#### [WORK ORDER]
Gather each line containing the string "direction" from these entries.

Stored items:
┄┄┄┄┄┄┄┄┄┄

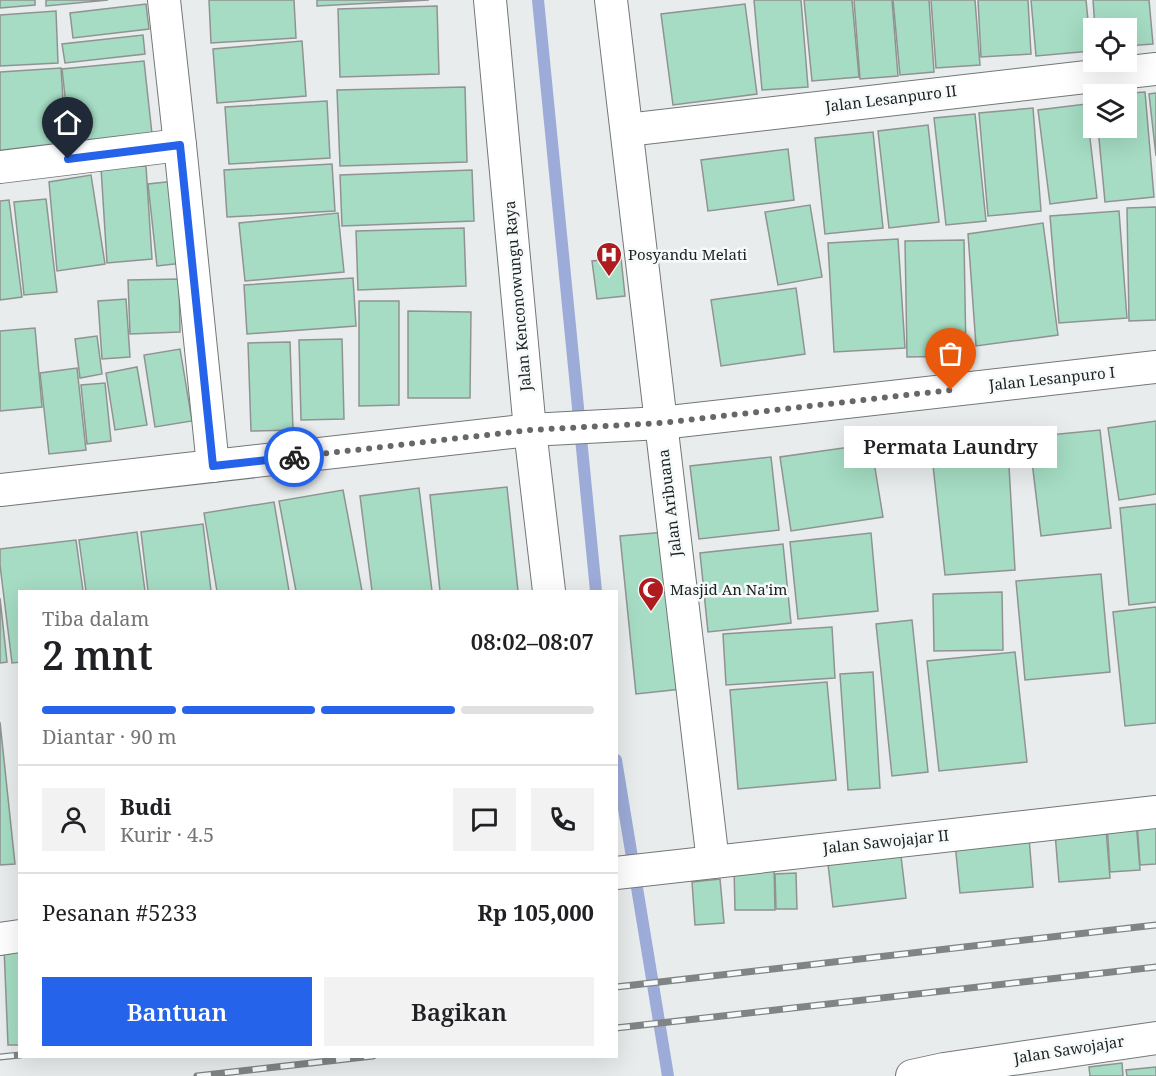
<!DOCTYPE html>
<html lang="id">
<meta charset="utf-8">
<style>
:root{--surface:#fff;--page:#f2f2f2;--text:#202124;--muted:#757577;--line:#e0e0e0;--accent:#2563eb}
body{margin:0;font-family:"Noto Serif",serif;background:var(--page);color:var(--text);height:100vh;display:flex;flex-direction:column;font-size:22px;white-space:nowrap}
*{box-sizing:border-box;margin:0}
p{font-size:20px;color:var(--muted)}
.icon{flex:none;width:33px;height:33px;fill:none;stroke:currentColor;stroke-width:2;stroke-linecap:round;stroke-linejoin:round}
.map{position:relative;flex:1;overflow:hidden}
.drawer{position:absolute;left:18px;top:590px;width:600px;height:468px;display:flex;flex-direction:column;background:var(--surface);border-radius:0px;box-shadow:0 6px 24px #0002}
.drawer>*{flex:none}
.controls{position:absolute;left:1083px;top:18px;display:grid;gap:12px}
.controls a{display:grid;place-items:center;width:54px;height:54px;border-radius:0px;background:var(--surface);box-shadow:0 6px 24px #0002;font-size:30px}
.pin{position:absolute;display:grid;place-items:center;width:51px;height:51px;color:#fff;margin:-62px -26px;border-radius:50% 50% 50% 0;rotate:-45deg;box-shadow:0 0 6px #0007}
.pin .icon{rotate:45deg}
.courier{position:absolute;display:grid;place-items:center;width:60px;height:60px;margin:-30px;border:4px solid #2563eb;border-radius:50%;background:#fff;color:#222;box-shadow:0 2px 8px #0007}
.bubble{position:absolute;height:42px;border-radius:0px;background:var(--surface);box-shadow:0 6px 24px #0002;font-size:20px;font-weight:600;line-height:42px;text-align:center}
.headline em{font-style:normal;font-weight:600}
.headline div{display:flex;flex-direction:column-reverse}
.headline{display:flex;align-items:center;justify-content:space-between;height:102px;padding:0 24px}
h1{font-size:39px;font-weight:600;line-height:45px}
.bar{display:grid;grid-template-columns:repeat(4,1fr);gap:9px 6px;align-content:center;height:72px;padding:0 24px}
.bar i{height:8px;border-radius:4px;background:var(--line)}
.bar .selected{background:var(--accent)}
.bar p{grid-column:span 4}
.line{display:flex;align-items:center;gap:15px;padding:0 24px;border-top:2px solid var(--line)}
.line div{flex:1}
.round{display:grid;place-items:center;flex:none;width:63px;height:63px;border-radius:0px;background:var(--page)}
.button{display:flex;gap:12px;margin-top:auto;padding:12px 24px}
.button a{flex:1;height:69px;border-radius:0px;background:var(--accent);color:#fff;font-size:24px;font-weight:600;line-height:69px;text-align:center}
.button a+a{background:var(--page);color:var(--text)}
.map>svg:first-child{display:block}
</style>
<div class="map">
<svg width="1156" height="1076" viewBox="0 0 1156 1076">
<rect width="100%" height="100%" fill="#e8eced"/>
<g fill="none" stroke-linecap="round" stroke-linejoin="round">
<g stroke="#9cabd7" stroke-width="12">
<polyline points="538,0 596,591"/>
<polyline points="616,760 668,1076"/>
</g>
</g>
<g fill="#a5dcc3" stroke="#909392" stroke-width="1.5">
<polygon points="0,0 35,0 35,5 0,8"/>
<polygon points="46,0 108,0 46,6"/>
<polygon points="209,0 294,0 296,38 211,43"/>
<polygon points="317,0 429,0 317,6"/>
<polygon points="754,0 801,0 808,87 762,90"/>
<polygon points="804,0 852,0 859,77 812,81"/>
<polygon points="854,0 892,0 898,76 860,79"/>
<polygon points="893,0 929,0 934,72 900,75"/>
<polygon points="931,0 975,0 980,65 936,68"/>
<polygon points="978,0 1028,0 1031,54 981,57"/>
<polygon points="1031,0 1086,0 1091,51 1036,56"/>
<polygon points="1093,0 1149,0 1153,44 1126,46 1126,28 1095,28"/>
<polygon points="146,4 149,29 73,38 70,13"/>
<polygon points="745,4 757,94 673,105 661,14"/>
<polygon points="437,6 439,74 340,77 338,9"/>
<polygon points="56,11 58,63 0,66 0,15"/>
<polygon points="143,35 145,54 65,63 62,44"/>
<polygon points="302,41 306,96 217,103 213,49"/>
<polygon points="144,61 152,134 70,142 62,69"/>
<polygon points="61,68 66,148 0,152 0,72"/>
<polygon points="465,87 467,162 340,166 337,90"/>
<polygon points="1145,92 1154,197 1105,202 1098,128 1126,128 1126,94 1115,94"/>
<polygon points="1156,93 1156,156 1149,94"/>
<polygon points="327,101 330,158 229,164 225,107"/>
<polygon points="1086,104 1097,198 1050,204 1038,110"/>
<polygon points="1033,108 1041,211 988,216 979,113"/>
<polygon points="975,114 986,221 946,225 934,118"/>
<polygon points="928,125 939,222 889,228 878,131"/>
<polygon points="873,132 883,228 825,234 815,138"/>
<polygon points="788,149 794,200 708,211 701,160"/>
<polygon points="332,164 335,211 227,217 224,170"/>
<polygon points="146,166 152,259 107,263 101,168"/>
<polygon points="472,170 474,221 342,226 340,175"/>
<polygon points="91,175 105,264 57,271 49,182"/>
<polygon points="175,181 183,263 157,266 148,184"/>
<polygon points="46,199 57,292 24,295 14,202"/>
<polygon points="9,200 22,297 0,300 0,201"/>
<polygon points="810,205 822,277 778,285 765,212"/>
<polygon points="1156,207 1156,320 1129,321 1127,208"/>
<polygon points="1119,211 1127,318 1059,323 1050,216"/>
<polygon points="338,213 344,272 245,281 239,223"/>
<polygon points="1043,223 1058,335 976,346 968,234"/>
<polygon points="464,228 466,286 358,290 356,231"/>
<polygon points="898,239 905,348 834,352 828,243"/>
<polygon points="964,240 966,356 907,357 905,241"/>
<polygon points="621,258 625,296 597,299 592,261"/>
<polygon points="353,278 356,326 247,334 244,285"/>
<polygon points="179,279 180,332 130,334 128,280"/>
<polygon points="796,288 805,354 721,366 711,300"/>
<polygon points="126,299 130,357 102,359 98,301"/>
<polygon points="359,301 399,301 399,405 359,406"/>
<polygon points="408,311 471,312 470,398 408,398"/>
<polygon points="35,328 42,407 0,411 0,331"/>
<polygon points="97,336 102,374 80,378 75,339"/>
<polygon points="342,339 344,419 301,420 299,340"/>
<polygon points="290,342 293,430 251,431 248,343"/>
<polygon points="180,349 192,421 155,427 144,355"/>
<polygon points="137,367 147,425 115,430 106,373"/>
<polygon points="77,368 86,450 49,454 40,373"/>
<polygon points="105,383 111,441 87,444 81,385"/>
<polygon points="1156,421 1156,494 1119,500 1108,428"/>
<polygon points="1100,430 1111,528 1041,536 1029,437"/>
<polygon points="1007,432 1015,570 945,575 930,438"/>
<polygon points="871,444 883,517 791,531 780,457"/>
<polygon points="771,457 779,530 699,539 690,466"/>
<polygon points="507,487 518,591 440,591 430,495"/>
<polygon points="419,488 432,591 372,591 360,496"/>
<polygon points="343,490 362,591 296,591 279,501"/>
<polygon points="274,502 289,591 217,591 204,513"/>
<polygon points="1156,504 1156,602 1129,605 1120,508"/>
<polygon points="203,524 211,591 148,591 141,532"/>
<polygon points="137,532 145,591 86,591 79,540"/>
<polygon points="666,532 682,689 636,694 620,536"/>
<polygon points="871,533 878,611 798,619 790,542"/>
<polygon points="76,540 83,591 20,591 20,662 12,663 0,565 0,549"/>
<polygon points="783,544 791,623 708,632 700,553"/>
<polygon points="1101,574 1110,672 1025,680 1016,581"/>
<polygon points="1002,592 1003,650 934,651 933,594"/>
<polygon points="0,598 7,662 0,663"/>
<polygon points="1156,607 1156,723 1125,726 1113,612"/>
<polygon points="912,620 928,772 892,776 876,624"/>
<polygon points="832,627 835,678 726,685 723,634"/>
<polygon points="1015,652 1027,762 939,771 927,661"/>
<polygon points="873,672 880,788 848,790 840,674"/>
<polygon points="827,682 836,780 738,789 730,690"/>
<polygon points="0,722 15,864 0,865"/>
<polygon points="1156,820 1156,864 1140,865 1137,822"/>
<polygon points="1136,821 1140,870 1110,872 1107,824"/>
<polygon points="1106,829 1110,878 1059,882 1055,833"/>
<polygon points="1029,837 1033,887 960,893 955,843"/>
<polygon points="901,856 906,898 833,907 828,864"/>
<polygon points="774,866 775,910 735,910 734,867"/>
<polygon points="796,873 797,909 776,909 775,874"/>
<polygon points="720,879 724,923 695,925 692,882"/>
<polygon points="20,946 20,1045 8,1045 4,947"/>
<polygon points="1122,1063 1123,1076 1090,1076 1089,1067"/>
<polygon points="1156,1067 1156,1076 1127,1076 1126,1070"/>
</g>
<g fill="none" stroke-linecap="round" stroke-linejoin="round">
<defs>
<g id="street">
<polyline points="164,0 180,145 213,466"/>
<polyline points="490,0 530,430 549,591"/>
<polyline points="611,0 713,862"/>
<polyline points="627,130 1156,69"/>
<polyline points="0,167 180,145"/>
<polyline points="0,490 530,430 661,423 1156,367"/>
<polyline points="616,873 1156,812"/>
<polyline points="0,939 20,936"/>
<polyline points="912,1076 944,1069 1156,1038"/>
</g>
</defs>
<use href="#street" stroke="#737777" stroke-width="34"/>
<use href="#street" stroke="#fff" stroke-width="32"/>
<defs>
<g id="rail">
<polyline points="616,987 1156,925"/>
<polyline points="616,1028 1156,967"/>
<polyline points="0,1057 20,1055"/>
<polyline points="197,1076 373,1056"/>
</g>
</defs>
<use href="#rail" stroke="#818484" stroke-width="7"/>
<use href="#rail" stroke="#f6fafa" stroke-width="4.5" stroke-dasharray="14" stroke-linecap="butt"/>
</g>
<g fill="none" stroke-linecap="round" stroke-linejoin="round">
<polyline stroke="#656768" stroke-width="6" stroke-dasharray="0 10.8" points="294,457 530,430 661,423 951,390"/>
<polyline stroke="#2563eb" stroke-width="8" points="68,159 180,145 213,466 294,457"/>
</g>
<defs>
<symbol id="hospital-pin" viewBox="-11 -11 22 30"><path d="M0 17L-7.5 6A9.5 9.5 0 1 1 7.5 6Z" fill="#ae1c1f" stroke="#f6fafa"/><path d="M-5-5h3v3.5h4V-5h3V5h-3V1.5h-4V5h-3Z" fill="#fff"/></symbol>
<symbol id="mosque-pin" viewBox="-11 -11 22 30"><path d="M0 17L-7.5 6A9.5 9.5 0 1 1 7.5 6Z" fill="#ae1c1f" stroke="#f6fafa"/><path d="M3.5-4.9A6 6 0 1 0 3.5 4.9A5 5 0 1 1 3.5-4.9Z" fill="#fff"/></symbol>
</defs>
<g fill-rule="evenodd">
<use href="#hospital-pin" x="594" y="240" width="30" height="40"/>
<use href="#mosque-pin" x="636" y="575" width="30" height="40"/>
</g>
<g text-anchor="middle" stroke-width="5" stroke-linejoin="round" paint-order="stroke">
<g font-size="15" fill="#1e2020" stroke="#f6fafa">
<text transform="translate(891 99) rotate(-7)" y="5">Jalan Lesanpuro II</text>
<text transform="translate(518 296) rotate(-95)" y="5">Jalan Kenconowungu Raya</text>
<text transform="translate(1052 379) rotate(-6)" y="5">Jalan Lesanpuro I</text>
<text transform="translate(670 503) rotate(-97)" y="5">Jalan Aribuana</text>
<text transform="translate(886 842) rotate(-6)" y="5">Jalan Sawojajar II</text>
<text transform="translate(1069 1050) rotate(-9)" y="5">Jalan Sawojajar</text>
</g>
<g font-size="15" fill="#1e2020" stroke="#f6fafa" text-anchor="start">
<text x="628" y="260">Posyandu Melati</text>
<text x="670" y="595">Masjid An Na'im</text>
</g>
</g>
</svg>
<div class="controls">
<a><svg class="icon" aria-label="locate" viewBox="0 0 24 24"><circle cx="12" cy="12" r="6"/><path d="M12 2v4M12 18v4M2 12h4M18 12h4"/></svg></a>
<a><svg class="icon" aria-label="layers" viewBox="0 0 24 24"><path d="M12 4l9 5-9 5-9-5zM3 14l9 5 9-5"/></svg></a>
</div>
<div class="pin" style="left:951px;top:390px;background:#ea580c"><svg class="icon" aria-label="bag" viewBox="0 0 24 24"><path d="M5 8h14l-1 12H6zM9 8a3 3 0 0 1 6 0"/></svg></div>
<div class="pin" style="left:68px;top:159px;background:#1f2937"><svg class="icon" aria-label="home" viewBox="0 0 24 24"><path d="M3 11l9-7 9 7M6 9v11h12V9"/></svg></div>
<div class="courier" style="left:294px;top:457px"><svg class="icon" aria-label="bike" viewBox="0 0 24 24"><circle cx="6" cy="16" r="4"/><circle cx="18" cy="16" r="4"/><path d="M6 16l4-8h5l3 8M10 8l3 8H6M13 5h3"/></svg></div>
<div class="bubble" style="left:844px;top:426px;width:213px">Permata Laundry</div>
<section class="drawer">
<div class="headline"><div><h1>2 mnt</h1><p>Tiba dalam</p></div><em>08:02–08:07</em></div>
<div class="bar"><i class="selected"></i><i class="selected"></i><i class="selected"></i><i></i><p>Diantar · 90 m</p></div>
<div class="line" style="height:108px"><a class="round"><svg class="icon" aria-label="person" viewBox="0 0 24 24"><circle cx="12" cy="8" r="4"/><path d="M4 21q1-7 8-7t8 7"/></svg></a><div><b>Budi</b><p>Kurir · 4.5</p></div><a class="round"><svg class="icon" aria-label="chat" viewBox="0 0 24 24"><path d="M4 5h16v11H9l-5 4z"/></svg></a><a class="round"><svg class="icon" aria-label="phone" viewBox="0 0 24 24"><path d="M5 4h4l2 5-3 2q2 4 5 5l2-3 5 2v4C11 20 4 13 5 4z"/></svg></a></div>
<div class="line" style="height:78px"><div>Pesanan #5233</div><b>Rp 105,000</b></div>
<div class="button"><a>Bantuan</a><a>Bagikan</a></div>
</section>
</div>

┄┄┄┄┄┄┄┄┄┄

#### [REPLY TO THE EXERCISE]
body{margin:0;font-family:"Noto Serif",serif;background:var(--page);color:var(--text);height:100vh;display:flex;flex-direction:column;font-size:22px;white-space:nowrap}
.drawer{position:absolute;left:18px;top:590px;width:600px;height:468px;display:flex;flex-direction:column;background:var(--surface);border-radius:0px;box-shadow:0 6px 24px #0002}
.headline div{display:flex;flex-direction:column-reverse}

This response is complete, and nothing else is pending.